容姿端麗で仕事もできる和明だが、プライベートになると下心は丸見えなのが受け付けない。


「お誘いいただいたのに申し訳ありません。

お断りいたします。」


「ははは、さすが陽緖莉さんだ。

いつも、きっぱりお断りするんだよなぁ」



和明は苦笑いをしながら先程、一旦下げたおちょこに日本酒の入った徳利からお酒を注ぐ。

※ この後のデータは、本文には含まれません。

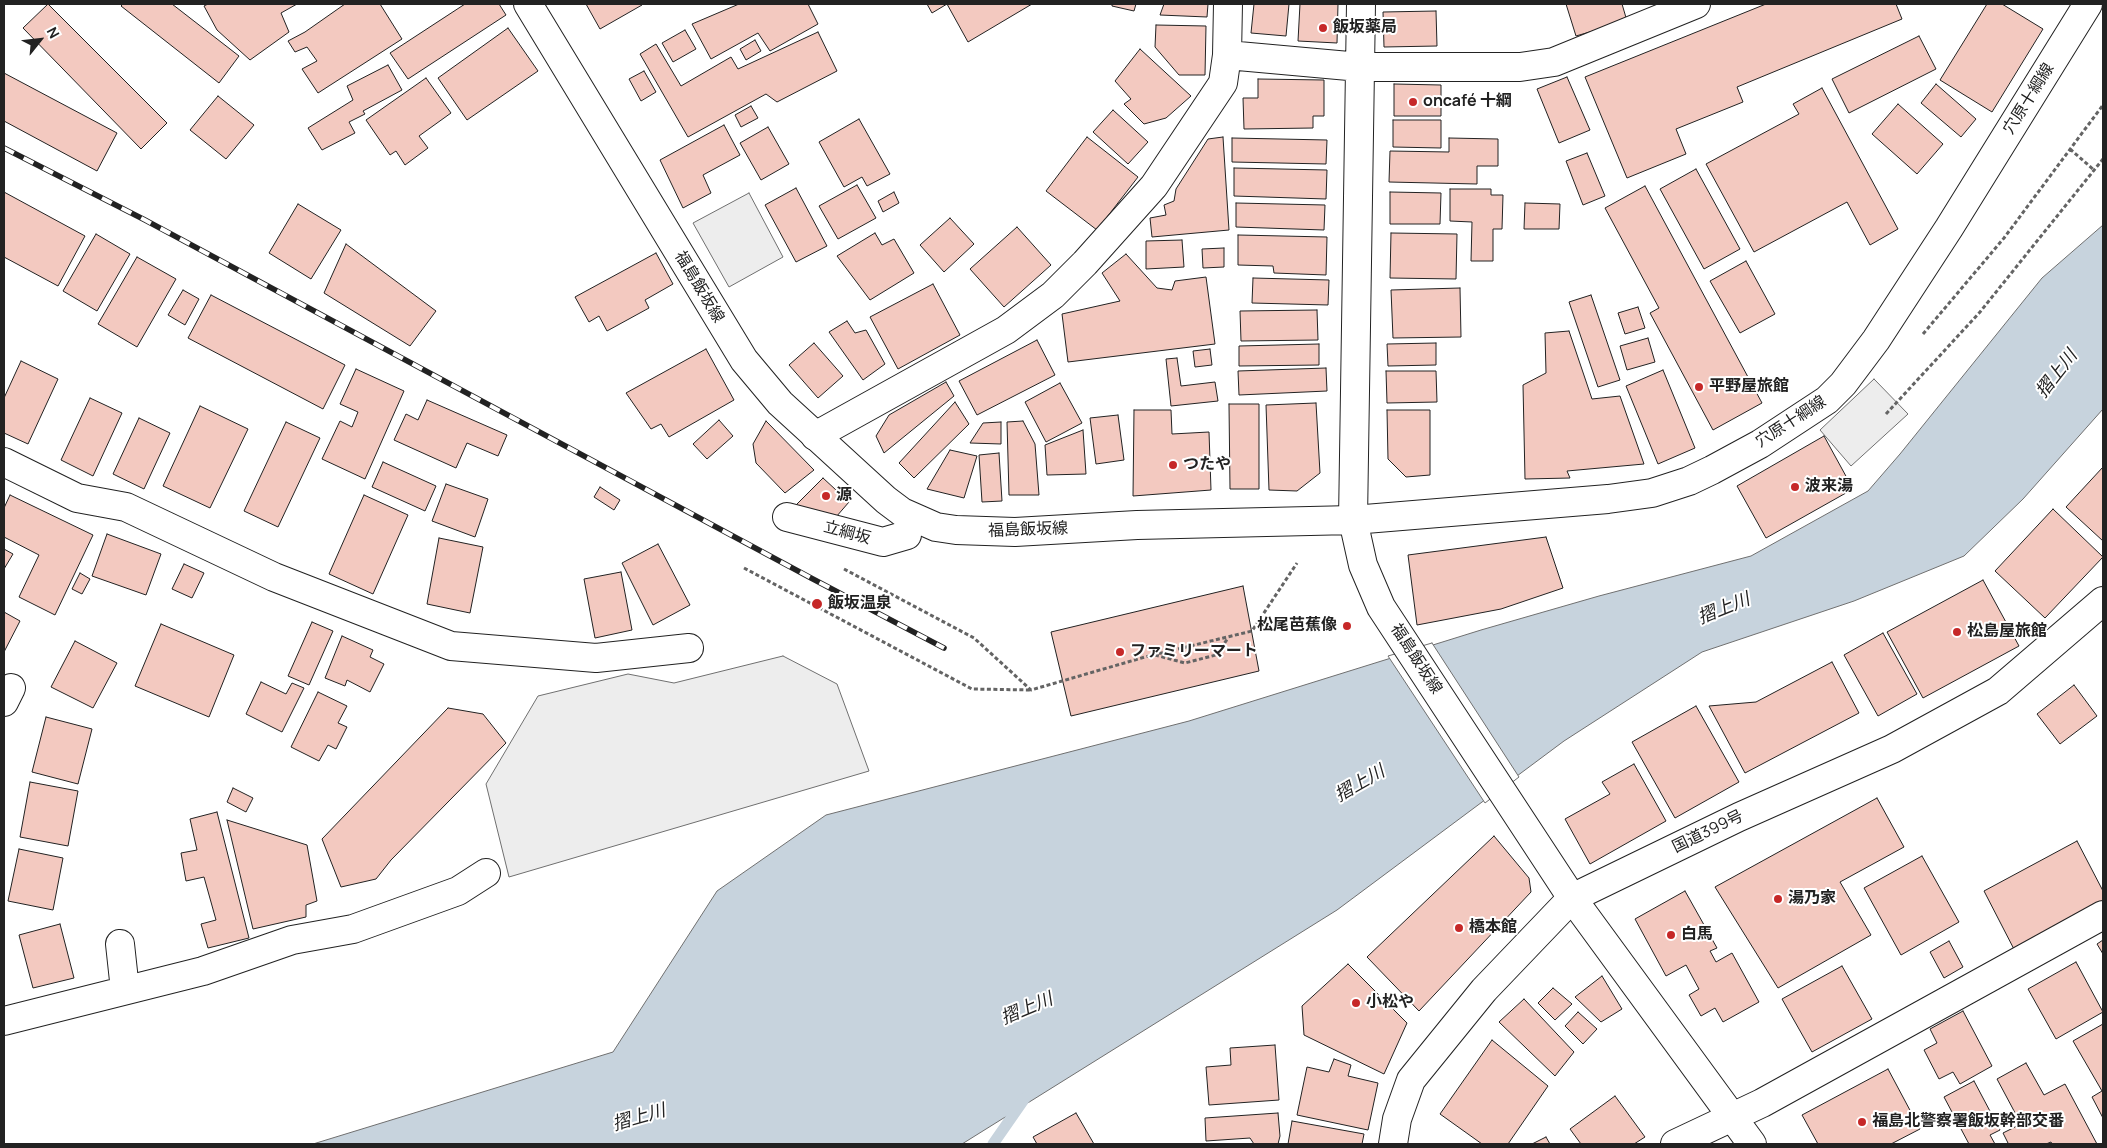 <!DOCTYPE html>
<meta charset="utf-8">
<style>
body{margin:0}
#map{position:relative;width:2107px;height:1148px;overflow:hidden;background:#fff;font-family:Manrope,sans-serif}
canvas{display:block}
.frame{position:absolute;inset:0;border:5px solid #222;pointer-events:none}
.north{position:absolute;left:15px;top:15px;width:50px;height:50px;-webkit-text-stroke:4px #fff;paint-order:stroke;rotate:61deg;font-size:14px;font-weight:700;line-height:20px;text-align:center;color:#222}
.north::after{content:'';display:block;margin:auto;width:18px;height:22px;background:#222;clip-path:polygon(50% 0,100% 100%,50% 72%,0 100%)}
</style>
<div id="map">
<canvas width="2107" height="1148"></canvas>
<div class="frame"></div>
<div class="north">N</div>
</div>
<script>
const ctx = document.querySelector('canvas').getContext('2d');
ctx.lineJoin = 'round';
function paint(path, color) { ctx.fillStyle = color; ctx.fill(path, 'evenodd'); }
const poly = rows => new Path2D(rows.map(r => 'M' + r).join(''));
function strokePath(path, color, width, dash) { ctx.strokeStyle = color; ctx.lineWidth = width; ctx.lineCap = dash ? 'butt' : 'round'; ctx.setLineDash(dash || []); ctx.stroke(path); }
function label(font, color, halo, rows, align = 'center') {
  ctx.font = font + ' Manrope,"Noto Sans JP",sans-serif'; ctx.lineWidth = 4; ctx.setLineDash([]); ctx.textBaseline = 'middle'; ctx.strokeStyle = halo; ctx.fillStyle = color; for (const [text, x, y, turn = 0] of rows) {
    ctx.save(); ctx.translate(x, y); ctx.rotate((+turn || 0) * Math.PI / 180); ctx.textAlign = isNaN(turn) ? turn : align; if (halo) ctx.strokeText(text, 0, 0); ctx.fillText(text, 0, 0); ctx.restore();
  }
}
const parking = poly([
 [749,193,783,257,729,287,693,223,749,193],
 [1874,379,1908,414,1851,466,1820,430,1874,379],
 [783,656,837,684,869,771,509,877,486,784,538,696,628,674,674,683,783,656]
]);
paint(parking, '#ededed');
strokePath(parking, '#6f6f6f', 1);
const water = poly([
 [2103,225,2103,409,2023,499,1964,556,1854,601,1702,652,1564,741,1337,910,962,1144,313,1144,613,1052,717,891,826,815,1189,721,1481,630,1599,596,1751,556,1868,491,1900,454,2042,278,2103,225]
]);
paint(water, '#c7d3dd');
strokePath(water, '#6f6f6f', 1);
const pier = poly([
 [1432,643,1519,777,1485,803,1388,656,1432,643]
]);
paint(pier, '#fff');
strokePath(pier, '#6f6f6f', 1);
strokePath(poly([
 [993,1144,1025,1098]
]), '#c7d3dd', 11);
const building = poly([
 [48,4,167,123,141,149,23,28,48,4],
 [123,4,172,4,239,56,219,83,121,6,123,4],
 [208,4,297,4,281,13,289,32,250,60,217,30,204,6,208,4],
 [345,4,380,4,402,39,318,93,302,69,317,61,307,47,295,52,288,41,305,32,345,4],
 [465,4,499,4,506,15,408,79,390,53,465,4],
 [586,4,641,4,642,5,600,29,586,4],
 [739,4,808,4,818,24,770,51,758,33,711,59,692,24,739,4],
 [927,4,1032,4,968,42,947,4,932,13,927,4],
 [1112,4,1136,4,1134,11,1112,6,1112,4],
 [1164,4,1208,4,1207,17,1160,15,1164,4],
 [1254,4,1289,4,1286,36,1251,33,1254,4],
 [1300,4,1338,4,1337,43,1298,41,1300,4],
 [1566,4,1622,4,1627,21,1576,36,1566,4],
 [1766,4,1896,4,1902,19,1737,87,1743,102,1676,129,1686,154,1627,178,1585,77,1766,4],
 [1987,4,2002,4,2043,29,1992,112,1940,80,1987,4],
 [1436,11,1437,46,1384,47,1383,12,1436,11],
 [1156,25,1206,26,1205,75,1179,75,1155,47,1156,25],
 [508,28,538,71,467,120,438,78,508,28],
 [685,30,696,49,673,62,662,43,685,30],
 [818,32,837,71,777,102,766,94,688,137,640,54,656,44,681,86,731,57,738,69,818,32],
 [1919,36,1936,69,1849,113,1832,79,1919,36],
 [755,40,761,51,746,60,740,49,755,40],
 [1140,49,1191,96,1166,118,1144,124,1124,104,1131,99,1115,81,1140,49],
 [388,65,402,90,363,111,365,114,349,122,355,133,322,150,308,128,353,100,347,86,388,65],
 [644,71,656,92,641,101,629,79,644,71],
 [4,73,117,133,97,171,4,121,4,73],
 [1567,77,1590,130,1559,143,1537,89,1567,77],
 [426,78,451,113,419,136,428,148,405,165,396,151,390,155,366,120,426,78],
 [1258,79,1324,80,1324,116,1313,116,1313,128,1244,129,1243,98,1258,98,1258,79],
 [1394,84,1441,85,1441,116,1394,116,1394,84],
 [1936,84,1976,119,1961,137,1921,103,1936,84],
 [1822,88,1898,229,1870,245,1847,202,1754,252,1706,164,1799,114,1793,104,1822,88],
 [218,96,254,125,226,159,190,130,218,96],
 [1898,104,1943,144,1917,174,1872,134,1898,104],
 [751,106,758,118,741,127,735,115,751,106],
 [1113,110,1148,142,1128,164,1093,132,1113,110],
 [859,119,890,174,867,186,862,177,844,187,819,142,859,119],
 [1393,120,1441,120,1441,148,1393,147,1393,120],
 [724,125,740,155,703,175,711,193,683,208,660,160,724,125],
 [768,127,789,164,761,180,740,143,768,127],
 [1087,137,1138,177,1097,230,1046,191,1087,137],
 [1223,137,1229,230,1152,237,1150,218,1166,215,1164,205,1174,201,1176,189,1208,139,1223,137],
 [1232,138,1327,140,1326,164,1232,162,1232,138],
 [1449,138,1498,139,1498,166,1477,166,1477,184,1389,182,1390,151,1449,152,1449,138],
 [1587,153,1605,196,1583,205,1566,161,1587,153],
 [1234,168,1327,170,1326,199,1234,196,1234,168],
 [1696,169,1740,249,1704,269,1660,189,1696,169],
 [857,185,876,218,838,239,819,206,857,185],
 [1645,186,1762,403,1713,430,1650,313,1659,308,1605,208,1645,186],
 [796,188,827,246,796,262,765,205,796,188],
 [1450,189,1491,189,1491,195,1503,195,1502,229,1493,229,1493,261,1471,261,1472,222,1450,221,1450,189],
 [4,192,85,236,58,286,4,257,4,192],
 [894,192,899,203,883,212,878,201,894,192],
 [1390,192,1441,193,1440,224,1390,224,1390,192],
 [1236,203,1325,205,1324,230,1236,227,1236,203],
 [1525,203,1560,204,1559,229,1524,229,1525,203],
 [298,204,341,230,311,279,269,253,298,204],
 [950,218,974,244,944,272,920,245,950,218],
 [1017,227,1051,265,1004,307,970,269,1017,227],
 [875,233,882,245,894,239,914,273,870,300,837,256,875,233],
 [1391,233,1457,234,1456,279,1390,278,1391,233],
 [96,234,130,254,97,311,63,291,96,234],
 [1238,235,1327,237,1326,275,1274,273,1273,266,1238,265,1238,235],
 [1182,240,1184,267,1146,269,1146,241,1182,240],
 [346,244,436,311,410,346,324,293,346,244],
 [1224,248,1224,267,1203,268,1202,249,1224,248],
 [656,253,673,284,645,300,649,308,607,331,599,316,589,322,575,297,656,253],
 [1126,254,1157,288,1172,290,1175,281,1206,277,1215,344,1068,362,1062,314,1120,301,1102,273,1126,254],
 [137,257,176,279,137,347,98,324,137,257],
 [1746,261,1775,314,1740,333,1710,281,1746,261],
 [1253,278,1329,280,1328,305,1252,303,1253,278],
 [933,284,960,335,898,369,870,317,933,284],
 [1460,288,1461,337,1393,338,1391,290,1460,288],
 [183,290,199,299,185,325,168,315,183,290],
 [211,295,345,365,323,409,188,338,211,295],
 [1591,295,1620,380,1598,387,1569,302,1591,295],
 [1638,307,1645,328,1625,334,1618,313,1638,307],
 [1317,310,1318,340,1241,341,1240,311,1317,310],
 [847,321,855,333,866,330,885,364,863,380,829,332,847,321],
 [1569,331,1592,399,1620,396,1644,464,1567,471,1570,478,1525,479,1523,385,1546,373,1545,333,1569,331],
 [1648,338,1655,362,1627,370,1620,346,1648,338],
 [1037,340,1055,375,977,415,959,381,1037,340],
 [814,343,843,376,818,398,789,365,814,343],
 [1436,343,1436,365,1388,366,1387,344,1436,343],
 [1319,344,1319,365,1239,366,1239,346,1319,344],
 [706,349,734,400,669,437,661,424,651,429,626,393,706,349],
 [1210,349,1212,365,1195,367,1193,351,1210,349],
 [1177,358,1181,386,1215,382,1218,401,1171,406,1166,359,1177,358],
 [21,361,58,379,28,444,4,433,4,398,21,361],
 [1326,368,1327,391,1239,395,1238,371,1326,368],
 [356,369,404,391,365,479,322,459,340,421,352,427,358,412,340,404,356,369],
 [1663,370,1695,448,1658,464,1626,386,1663,370],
 [1386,371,1436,371,1437,402,1387,403,1386,371],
 [946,382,954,396,884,453,876,436,889,415,946,382],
 [1060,383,1082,423,1046,442,1025,402,1060,383],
 [90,398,122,413,93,476,61,460,90,398],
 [427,400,507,435,498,456,467,443,456,468,394,440,406,414,418,420,427,400],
 [955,402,969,424,914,478,899,463,955,402],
 [1316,403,1320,473,1297,491,1269,490,1266,405,1316,403],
 [1229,404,1259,404,1259,489,1230,489,1229,404],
 [200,406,248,429,210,508,163,486,200,406],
 [1134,410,1171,410,1172,434,1209,432,1211,490,1133,496,1134,410],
 [1387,410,1430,410,1430,475,1406,477,1388,459,1387,410],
 [1118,415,1124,460,1096,464,1090,418,1118,415],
 [139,418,170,433,144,489,113,474,139,418],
 [719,420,733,436,707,459,693,444,719,420],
 [766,421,814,470,785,493,756,463,753,444,766,421],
 [1023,421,1035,444,1039,495,1009,495,1007,422,1023,421],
 [286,422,320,438,278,527,244,511,286,422],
 [1001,422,1001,444,970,443,983,423,1001,422],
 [1083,430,1086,474,1047,475,1045,445,1083,430],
 [1824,436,1853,489,1766,538,1737,486,1824,436],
 [950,450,977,456,964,498,927,489,950,450],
 [999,453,1002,501,982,502,979,455,999,453],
 [383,462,436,486,425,511,372,487,383,462],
 [2103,467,2103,541,2066,507,2103,467],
 [823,478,849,502,836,517,796,505,823,478],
 [446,484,488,499,475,537,432,521,446,484],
 [600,487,620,500,614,510,594,497,600,487],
 [10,495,93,535,55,615,19,597,39,555,4,537,4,508,10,495],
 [364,495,408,515,373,594,329,574,364,495],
 [2053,509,2103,557,2045,618,1995,571,2053,509],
 [107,534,161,554,146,595,92,576,107,534],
 [1546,537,1563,588,1501,609,1417,625,1408,555,1546,537],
 [439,538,483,547,470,613,427,604,439,538],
 [658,544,690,605,653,625,622,563,658,544],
 [4,549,13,554,4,569,4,549],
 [184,564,204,573,192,598,172,589,184,564],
 [621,572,632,630,595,638,584,579,621,572],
 [80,573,90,579,82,594,72,589,80,573],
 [1983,580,2019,646,1923,698,1887,632,1983,580],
 [1243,586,1259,671,1071,716,1051,632,1243,586],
 [4,612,20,621,4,652,4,612],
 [312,622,333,631,309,685,288,676,312,622],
 [161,624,234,655,209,717,135,686,161,624],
 [1883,633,1917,694,1878,716,1844,655,1883,633],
 [342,636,373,650,370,657,384,664,370,692,347,680,345,686,325,678,342,636],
 [75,641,117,663,93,708,51,687,75,641],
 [1832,662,1859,713,1745,773,1709,706,1756,702,1832,662],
 [261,682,286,694,292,683,304,688,282,732,246,714,261,682],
 [2074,685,2097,716,2060,744,2037,714,2074,685],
 [318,692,347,706,338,723,347,727,336,749,328,745,319,761,291,747,318,692],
 [1696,706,1739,782,1675,818,1632,742,1696,706],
 [448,708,483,714,506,743,391,860,376,879,341,887,322,839,448,708],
 [46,717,92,729,78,784,32,772,46,717],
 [1634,764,1666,821,1590,864,1565,819,1610,794,1602,782,1634,764],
 [30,782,78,791,68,846,20,837,30,782],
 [233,788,253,798,246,812,227,802,233,788],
 [1877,798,1904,847,1840,882,1871,935,1778,988,1715,887,1877,798],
 [217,812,249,938,208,948,201,924,216,920,204,877,186,881,181,853,197,850,190,819,217,812],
 [227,820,307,845,317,901,306,905,306,917,253,929,227,820],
 [1494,836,1529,878,1531,892,1419,1011,1367,957,1494,836],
 [2077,841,2103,891,2103,909,2017,955,1984,891,2077,841],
 [19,849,63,858,53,910,8,901,19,849],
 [1922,856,1959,922,1901,955,1864,888,1922,856],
 [1685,891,1717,948,1710,951,1716,962,1732,953,1759,1002,1723,1022,1715,1008,1701,1016,1689,995,1699,989,1686,965,1666,976,1635,919,1685,891],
 [60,924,74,978,33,988,19,935,60,924],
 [2103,940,2103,954,2097,944,2103,940],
 [1949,941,1963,967,1944,978,1930,952,1949,941],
 [2076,962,2103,1012,2056,1039,2028,989,2076,962],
 [1348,964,1407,1023,1384,1074,1304,1035,1302,1006,1348,964],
 [1842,966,1872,1019,1812,1052,1782,999,1842,966],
 [1602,976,1622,1009,1601,1022,1575,997,1602,976],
 [1553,988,1572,1004,1555,1020,1538,1003,1553,988],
 [1524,999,1574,1052,1555,1076,1499,1022,1524,999],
 [1963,1011,1992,1066,1960,1084,1953,1072,1939,1079,1924,1050,1937,1043,1930,1029,1963,1011],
 [1578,1012,1597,1029,1583,1044,1565,1026,1578,1012],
 [2103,1024,2103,1118,2092,1097,2102,1091,2073,1041,2103,1024],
 [1492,1040,1548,1086,1508,1144,1482,1144,1440,1114,1492,1040],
 [1275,1045,1279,1100,1209,1105,1206,1067,1231,1065,1230,1048,1275,1045],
 [1334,1059,1351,1065,1348,1076,1378,1083,1368,1130,1297,1115,1307,1067,1329,1072,1334,1059],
 [2026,1063,2044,1095,2065,1084,2097,1144,2052,1144,2051,1142,2046,1144,2006,1144,2008,1143,2003,1133,2021,1124,1997,1079,2026,1063],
 [1888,1069,1920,1129,1891,1144,1818,1144,1802,1115,1888,1069],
 [1974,1081,2000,1130,1990,1135,1995,1144,1969,1144,1944,1097,1974,1081],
 [1615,1096,1645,1137,1634,1144,1581,1144,1570,1129,1615,1096],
 [1076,1113,1094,1144,1037,1144,1033,1137,1076,1113],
 [1278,1113,1280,1136,1278,1144,1254,1144,1250,1138,1206,1141,1205,1118,1278,1113],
 [1292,1121,1364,1134,1362,1144,1288,1144,1292,1121],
 [1546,1137,1550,1144,1532,1144,1546,1137]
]);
paint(building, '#f3c9c0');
strokePath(building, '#222', 1);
const minor = poly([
 [1227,55,1360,67,1520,67,1554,62,1696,4],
 [815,436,1006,330,1053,295,1085,263,1154,186,1223,83,1227,55,1228,4],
 [4,462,77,498,126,507,274,577,451,646,596,658,689,648],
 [787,517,883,542,907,535],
 [1353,520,1361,4],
 [4,702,11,688],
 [1572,898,1752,1144],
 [120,944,125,990],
 [4,1021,203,971,292,940,353,929,458,891,486,873],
 [1675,1144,1762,1103,2103,915]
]);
const major = poly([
 [528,4,744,360,780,403,886,500,902,512,936,527,956,530,1015,532,1137,525,1353,520,1363,565,1381,607,1572,898],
 [1353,520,1608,499,1652,493,1689,481,1712,470,1760,444,1827,400,1843,384,1876,340,1949,228,2088,4]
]);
const highway = poly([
 [1393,1144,1397,1119,1411,1080,1484,990,1572,898,1739,817,1892,749,1998,691,2103,601]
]);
strokePath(minor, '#222', 30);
strokePath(major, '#222', 30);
strokePath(highway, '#222', 30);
strokePath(poly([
 [2070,149,2094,170],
 [1923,334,2004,238,2103,105],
 [1886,414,1980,312,2103,159],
 [744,568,972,689,1031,690],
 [844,569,974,638,1031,690,1145,657,1252,631,1297,563],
 [1155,655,1185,663,1216,655,1228,638]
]), '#646464', 3, [4, 2.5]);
strokePath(minor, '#fff', 28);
strokePath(major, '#fff', 28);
strokePath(highway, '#fff', 28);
const rail = poly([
 [4,148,145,220,811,578,944,648]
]);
strokePath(rail, '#222', 5.5);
strokePath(rail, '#fff', 4, [11]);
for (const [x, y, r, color] of [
 [1323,28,5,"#c62828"],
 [1413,102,5,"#c62828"],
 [1699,387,5,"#c62828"],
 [1173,465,5,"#c62828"],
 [1795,487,5,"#c62828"],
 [826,496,5,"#c62828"],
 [817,604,6,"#c62828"],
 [1347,626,5,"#c62828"],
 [1957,632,5,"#c62828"],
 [1120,652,5,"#c62828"],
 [1778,899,5,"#c62828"],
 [1459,928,5,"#c62828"],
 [1671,935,5,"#c62828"],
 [1356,1003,5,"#c62828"],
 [1862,1122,5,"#c62828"]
]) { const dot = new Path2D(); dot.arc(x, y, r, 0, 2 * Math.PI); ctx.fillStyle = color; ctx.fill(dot); strokePath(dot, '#fff', 2); }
label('bold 16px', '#222', '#fff', [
 ["飯坂薬局",1333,28],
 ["oncafé 十綱",1423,102],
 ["平野屋旅館",1709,387],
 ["つたや",1183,465],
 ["波来湯",1805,487],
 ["源",836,496],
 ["飯坂温泉",828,604],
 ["松尾芭蕉像",1337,626,"right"],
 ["松島屋旅館",1967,632],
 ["ファミリーマート",1130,652],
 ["湯乃家",1788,899],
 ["橋本館",1469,928],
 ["白馬",1681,935],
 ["小松や",1366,1003],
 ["福島北警察署飯坂幹部交番",1872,1122]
], 'left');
label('16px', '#222', '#fff', [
 ["穴原十綱線",2029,99,-58],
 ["福島飯坂線",699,287,59],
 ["穴原十綱線",1791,422,-33],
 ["福島飯坂線",1028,530,-2],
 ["立綱坂",847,533,15],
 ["福島飯坂線",1416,659,57],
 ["国道399号",1708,832,-26]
]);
label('italic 18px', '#222', '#fff', [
 ["摺上川",2057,374,-52],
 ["摺上川",1724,609,-22],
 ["摺上川",1360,784,-30],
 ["摺上川",1027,1009,-23],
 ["摺上川",639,1118,-16]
]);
</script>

「このあと、陽緒莉さんが好きそうなカクテルの有名なバーに行こうと思ったんだけど仕方ないね

ここで飲み直すしかないから君も付き合ってくれるでしょ?」


微笑みながら日本酒の入ったおちょこを再度、私の前に差し出した。


”この人のこうゆうところが苦手なのよ

1回断ってるんだから断りにくいじゃない”



「しょうがないから付き合ってあげるわ」


私がそう言っておちょこを受け取ると和明が笑った。


「陽緒莉さんが飲みやすいように純米大吟醸の甘口にしておいたよ」


和明と乾杯をして一口嗜む。


あまり日本酒を飲んだことがないがこの日本酒は飲みやすい。

口当たりも柔らかく、お酒の風味も強くない。

かと言ってあっさりした呑みあたりで深みのある味わいだ。


「どう?

この日本酒、飲みやすいでしょ」


にっこり微笑みながら私を見つめる和明。

彼を褒めるのは嫌だが、女性慣れしているだけある。


「とても飲みやすい日本酒ですね」



「そうでしょ」と言いながら徳利を私に向ける和明。

”次を飲め”と言うことね。


私はおちょこに入っている日本酒を一気に飲み干し空になったおちょこを両手で差し出した。


「でも私、日本酒はあまり好きじゃないわ

これが最後でお願いします。」


私は満面の営業スマイルで「次はいらない、もう帰る」の意味を込めて和明に言い放った。



「それは残念だ

今度、会合するときはイタリアンのお店にしよう

飲みやすいお酒も多いし、料理も美味しいところ知ってるんだ」


和明はそう言いながらおちょこ並々に日本酒を注いだ。


「考えておきますね」


私はそう言うとおちょこに入っている日本酒を一気に飲み干した。



「本日はもう遅いですし、これで失礼させて頂きます。

冬茉帰るわよ」



私が立ち上がると隣で控えていた冬茉が立ち上がった。


和明も立ち上がると私にお辞儀をした。



「本日はありがとうございました。

今回のプロジェクトも素晴らしい企画でした。

今後とも宮原商事との取り引きをお願いします。」



個室の出入り口にきた和明が丁寧にお礼の言葉を述べる。


「こちらこそ、本日はお時間を頂きありがとうございました。

今後ともよろしくお願いします。」


私も感謝の言葉を述べ、お辞儀をした瞬間、酔いが回ったのか前に倒れ込んでしまった。


転ぶ!

と思ったときには誰かに支えられていた。


「お酒が回ってしまいましたか?

陽緒莉さんから飛び込んでくるのは初めてですね」


冬茉かと思ったがこの声は違う。


「和明さん、申し訳ありません。」


私は咄嗟に離れようとしたが腰に手を回されて和明に引き寄せられる。



今まで和明に隙をみせてこなかったのにしくじってしまった。


「日本酒が弱いと聞きましたがホントだったとは…


「知ってて、飲ませたの?

最低ね」


私は和明から離れるため、鍛えあげられた胸板を両手で押す。

だが、腰に回っている左腕がさらに私を引き寄せて離れない。


空いている右手でカールのかかった私の髪をひと束手に取ると和明が口付けた。


「君と出会って、何度触れたいと思ったことか…

やっと願いが叶った。」



「ちょっと、和明さん

いい加減にしてください!」



全然、離してくれない和明に困っていると冬茉が割って入ってきた。


「宮原様、お取り込み中に申し訳ありません。

さすがに度がすぎます。」



いつもの声のトーンよりかなり低い声で冬茉が和明に伝える。



冬茉に引き寄せられて彼の元に収まるとなんだか安心した。


「本日はこれにて失礼致します。」



冬茉が和明にそう言うと私の腰に手を回し、エスコートしながら会席料理屋をあとにした。